The passage that put me in mind of this issue comes from his magnum opus, English Literature in the Sixteenth Century. Lewis is in the process of contrasting the Anglican theologian, Richard Hooker, with the arch-Presbyterian, Thomas Cartwright. Earlier in the book, in his discussion of Tyndale and More, Lewis’s sympathies were clearly with the early puritans. He describes, quite wonderfully, what it meant to be freed from all medieval motive scratchings, and to be freed from that bondage by sheer grace alone.
But we are now somewhat later in the history. It is in Cartwright, he says, that we first meet the Puritan of popular caricature, someone who managed to get all of his scruples wound tight around his axle. Confronted with this situation, his only apparent solution was to gun it again, and everything around him was starting to smoke a bit.
So earlier, Lewis had leaned in Tyndale’s direction and here he leans in Hooker’s. But whichever way he is leaning, he is really clear-eyed about the bind that both sides were in. And both sides were in a true bind.

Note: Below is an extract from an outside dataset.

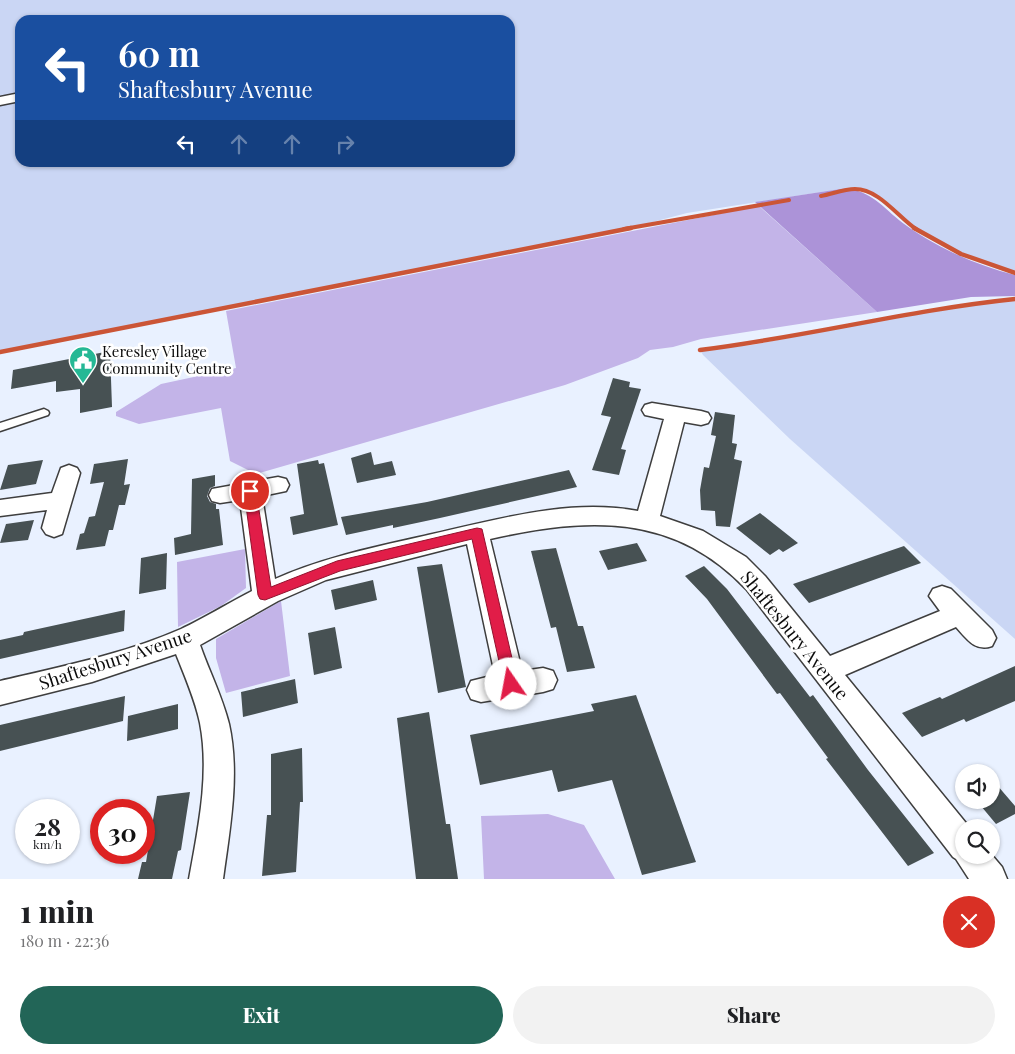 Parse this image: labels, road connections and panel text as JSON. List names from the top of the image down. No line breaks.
{"streets":{"street":["Shaftesbury Avenue"]},"places":{"public building":["Keresley Village Community Centre"]},"page":{"turn":["60 m","Shaftesbury Avenue"],"speed":"28 km/h","limit":"30","heading":["1 min","180 m · 22:36"],"buttons":["Exit","Share"]}}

I have argued before that Mere Christendom is actually Christendom 2.0. It is not simply a rerun. There were some bugs that needed to be fixed, and this is one of them. And from some of the online chatter I have seen, it appears that some folks are hellbent on not fixing anything. At least that would be the conclusion I would draw if I saw someone circulating an image of Vlad the Impaler smoking a heater, saying that we need to do better next time.
Extended Quote Time
“Neither side questions the medieval assumption that unorthodoxy is sinful and that sin must be treated as crime. Their picture of Christianity always includes that disastrous figure ‘the Christian magistrate’ or ‘godly prince’. As a result of his presence the puritan maxim ‘that nothing be don’ in the Church ‘but that which you haue the express warrant of Gods worde for’ (Admonition) has very serious political consequences. “Gods worde’ mean the Bible as interpreted by a consistory. The prince, enforcing by law what the consistory declares to be God’s will, thus become in effect merely the executive officer of the Church, and, as Bridges complains (Defence, xvi. 1335), the Church will thus have that very dominion over the State which the puritans blamed the pope for usurping. The Anglican position, on the other hand, by freeing the prince from this strict dependence on scripture and yet making adherence to the prince’s church compulsory, leaves the religious life of every individual in bondage to political power. Whatever they say, even whatever they wish, the puritans are driven to put the Church above the State, and the Anglicans to put the State above the Church. And until the confusion between sin and crime is cleared up, there is no escape. Price and priest in the sixteenth century both still desire to ride the pale horse theocracy: and when two men ride a horse we know where one must sit.”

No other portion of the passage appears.